Core Variant Calling and diagnostics Pipeline

CVC pipeline calls variants from Illumina PE/SE raw data and generates core SNP consensus fasta files that can be used as an input for downstream phylogenetic analysis.

Steps

alternate text

There are three main steps to generate core SNPs which can be provided with -steps argument and should be run in sequential order.

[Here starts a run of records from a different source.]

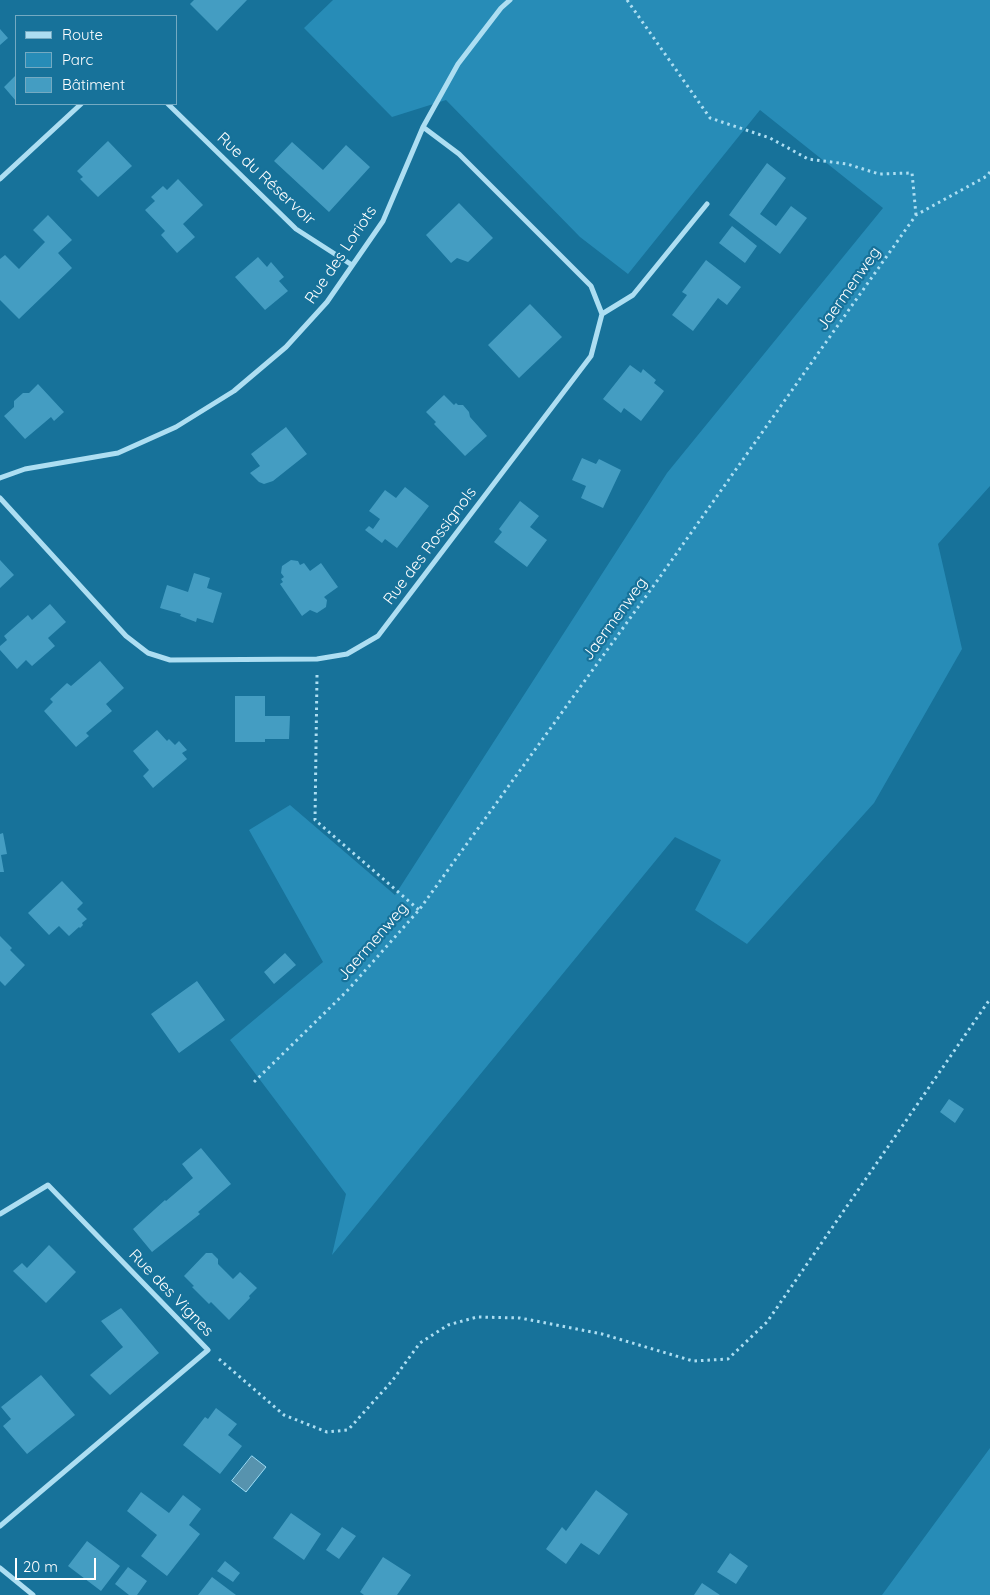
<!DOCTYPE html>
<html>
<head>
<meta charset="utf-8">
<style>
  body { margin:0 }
  #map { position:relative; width:990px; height:1595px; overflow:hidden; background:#17729a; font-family:Quicksand,sans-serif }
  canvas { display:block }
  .legend { position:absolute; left:15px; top:15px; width:162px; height:90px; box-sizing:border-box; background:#17729a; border:1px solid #74aac2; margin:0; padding:6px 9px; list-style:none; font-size:15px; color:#fff }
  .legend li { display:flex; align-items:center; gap:10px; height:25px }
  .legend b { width:25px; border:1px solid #74aac2 }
  .scale { position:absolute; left:15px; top:1558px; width:81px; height:22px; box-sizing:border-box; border:2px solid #fff; border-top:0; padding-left:6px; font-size:15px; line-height:18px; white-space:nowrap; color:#fff; -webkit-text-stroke:4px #17729a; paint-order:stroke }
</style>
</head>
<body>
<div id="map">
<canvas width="990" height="1595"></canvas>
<ul class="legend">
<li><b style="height:6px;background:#addef2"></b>Route</li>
<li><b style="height:14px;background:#278cb7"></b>Parc</li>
<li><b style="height:14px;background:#449dc2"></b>Bâtiment</li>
</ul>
<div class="scale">20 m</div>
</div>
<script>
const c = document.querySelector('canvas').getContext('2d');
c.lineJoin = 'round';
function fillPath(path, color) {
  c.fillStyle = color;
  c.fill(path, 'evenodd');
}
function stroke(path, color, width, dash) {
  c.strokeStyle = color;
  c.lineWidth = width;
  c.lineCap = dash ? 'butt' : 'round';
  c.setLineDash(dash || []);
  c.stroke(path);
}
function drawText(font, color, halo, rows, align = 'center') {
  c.font = font + ' Quicksand,sans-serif';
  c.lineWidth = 4.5;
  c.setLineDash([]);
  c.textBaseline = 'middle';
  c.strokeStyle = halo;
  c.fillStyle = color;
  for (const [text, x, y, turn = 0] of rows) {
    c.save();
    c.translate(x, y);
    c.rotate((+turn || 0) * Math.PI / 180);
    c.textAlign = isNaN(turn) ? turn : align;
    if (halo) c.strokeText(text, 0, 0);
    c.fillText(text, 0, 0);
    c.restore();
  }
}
const green = new Path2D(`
  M333,0H990V486L938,544L962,649L874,803L747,944L695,910L721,860L675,837L332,1255L346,1194L230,1040L323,962L249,830L290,805L395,895L667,473L883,208L760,110L628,274L580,237L446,100L392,117L304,28Z
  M990,1448V1595H882Z`);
const water = new Path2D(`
  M252,1456L266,1467L246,1492L232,1481Z`);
const building = new Path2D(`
  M194,0H247L217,31L190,4Z
  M0,29L8,38L0,45Z
  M16,75V101L4,87Z
  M108,141L132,166L98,197L80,179L83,177L77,171Z
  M292,142L323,170L346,145L370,167L329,212L274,161Z
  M767,163L786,178L760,214L776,226L791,206L807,218L780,254L729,215Z
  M178,179L203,205L183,224L195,237L177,253L161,235L165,231L145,210L155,201L151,197L163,186L167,190Z
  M459,203L493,238L468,262L457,258L451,263L426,235Z
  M48,215L72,240L58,253L72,268L19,319L0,300V259L5,255L19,269L45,242L33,230Z
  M732,226L757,246L745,263L719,243Z
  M258,257L267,267L271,262L284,277L279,281L288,291L265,310L235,277Z
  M706,260L741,287L727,305L718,298L693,331L672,315L687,295L682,292Z
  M530,304L562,337L519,378L488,345Z
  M630,365L641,373L643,369L656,380L654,383L664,391L641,421L624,408L621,413L603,399Z
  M38,384L64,412L54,421L51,417L25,439L4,416L14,407V401L23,393H29Z
  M444,395L454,405L456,403L458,405H463L469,412L470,417L487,436L465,456L434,424L436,422L426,412Z
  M286,427L307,454L273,481L264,484L259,482L250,473L260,466L251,454Z
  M582,458L596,464L599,459L621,470L603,508L581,498L586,486L572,480Z
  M405,487L429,506L397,548L385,539L382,543L365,530L369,526L373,529L380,519L369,511L385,490L396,498Z
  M520,501L539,516L530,527L547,540L527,567L494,542L502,532L499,529Z
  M0,560L14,575L0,588Z
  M291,560L298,561L300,565L304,563L310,571L321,563L338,587L324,597L327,600L326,607L317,613L310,610L302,616L280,584L283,582L281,579L284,577L281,573L282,566Z
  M194,573L210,578L207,588L222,593L213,623L197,618L196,622L180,616L181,614L160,608L167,585L188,592Z
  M50,604L66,622L48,638L55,646L32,666L26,660L17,669L0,650V646L7,640L4,636L28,615L32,620Z
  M100,661L124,688L106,704L112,711L86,733L89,736L76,747L44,711L53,702L50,699L67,683L71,686Z
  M235,696H265V716H290L289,739H265V742H235Z
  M157,730L167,741L169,739L175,745L179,741L187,750L182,753L187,759L153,788L143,776L149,770L133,751Z
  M3,833L7,854L1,855L4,872H0V834Z
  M62,881L83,903L77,909L87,919L82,923L83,925L80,928L79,927L69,936L59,926L49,935L28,913Z
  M0,936L12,948L10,950L25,965L5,986L0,981Z
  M285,953L296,965L274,984L264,972Z
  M197,981L225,1020L179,1053L151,1014Z
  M949,1099L964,1109L955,1123L940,1112Z
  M201,1148L231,1184L198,1212L200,1214L152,1252L133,1229L165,1200L166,1201L193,1178L182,1164Z
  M49,1245L76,1272L46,1303L13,1271L22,1263L27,1268Z
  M206,1253H212L218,1259V1264L233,1279L240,1272L257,1288L249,1296L250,1298L229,1320L211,1302L209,1304L192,1287L194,1286L184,1276Z
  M121,1308L159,1353L110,1395L90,1375L123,1347L101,1321Z
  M41,1375L75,1415L27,1454L3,1426L11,1419L1,1407Z
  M216,1408L237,1424L228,1435L242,1446L220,1474L183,1445L205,1417L208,1419Z
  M596,1490L628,1514L599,1555L581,1543L566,1564L546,1549L562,1527L566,1531Z
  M141,1492L169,1513L183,1495L201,1509L189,1525L200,1534L167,1576L141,1556L157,1535L127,1511Z
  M291,1513L321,1534L304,1560L273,1538Z
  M342,1527L356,1536L339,1559L326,1550Z
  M87,1541L120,1566L101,1591L68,1566Z
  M730,1553L748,1566L736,1584L717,1572Z
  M383,1557L411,1575L397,1595H364L360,1592Z
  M225,1561L240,1573L233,1582L217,1571Z
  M128,1567L147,1581L137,1595H129L115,1584Z
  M212,1577L236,1595H198Z
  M702,1583L720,1595H694Z`);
const path = new Path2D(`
  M627,0L710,118L770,138L808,159L847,164L879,174L912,173L916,215
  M317,675L315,820L419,910
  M254,1082L346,992L419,910L657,581L916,215L987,176L990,172
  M219,1359L284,1415L327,1432L348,1430L392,1381L420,1343L448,1325L477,1317L520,1318L602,1334L693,1361L728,1359L767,1322L990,999`);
const street = new Path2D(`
  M168,104L296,229L352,265
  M0,179L81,104
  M602,314L633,295L707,204
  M0,478L25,469L118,453L176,427L234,391L286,347L327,302L383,221L423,127L458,64L501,8L510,0
  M0,498L126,636L148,653L170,660L317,659L347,654L378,636L591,356L602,314L591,286L459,154L423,127
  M0,1214L48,1185L208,1350L0,1526
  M0,1568L33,1595`);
const streetNames = [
  ["Rue du Réservoir",266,179,43],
  ["Rue des Loriots",341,255,-56],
  ["Jaermenweg",849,289,-55],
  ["Rue des Rossignols",430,546,-53],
  ["Jaermenweg",615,619,-54],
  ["Jaermenweg",373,942,-49],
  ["Rue des Vignes",171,1293,46]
];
fillPath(green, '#278cb7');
fillPath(water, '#5793ae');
stroke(water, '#9fdcf4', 1);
fillPath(building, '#449dc2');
stroke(path, '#addef2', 3, [2.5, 4]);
stroke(street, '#addef2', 5);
drawText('16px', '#fff', '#17729a', streetNames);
</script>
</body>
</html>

1. Variant Calling: This step will run all the standard variant calling steps on sample read files residing in input reads directory. The possible options are:

Option *All* : This will run all the variant calling steps starting from cleaning the reads to variant calling and generating intermediate files that will be used in later steps.

Option *clean,align,post-align,varcall,filter,stats* : This option will run variant calling steps starting from cleaning to variant calling, variant filtering and generating stats.

You can modify this argument to run a part of the pipeline. For example, if you want to restart the pipeline from alignment step, you can do it by supplying the following option: “align,post-align,varcall,filter,stats” which will skip the Trimmomatic cleaning part.

Note: The order of variant calling steps needs to be sequential to avoid any errors. While skipping any of the steps, make sure the results for skipped steps are already present in your output folder.

2. Preparing files for Core SNP extraction and diagnostics purposes:

Option *core_prep* : Run this step before running the last core steps. This will prepare all the intermediate data required for the last core step i.e generating the consensus fasta file out of core snps. This can be a time consuming step depending on how closely related the samples are to the reference genome.

3. Generate Core SNP consensus and data matrix for diagnostics plots:

Option *core* : This step will generate core SNP consensus fasta file and a consensus fasta of only core variant positions. Various data matrices will generated at this step that can be used later for diagnostics purposes.

4. Generate report for the pipeline:

Option *report* : This step will generate final core results directory and various reports that will summarize the alignment and core SNP results.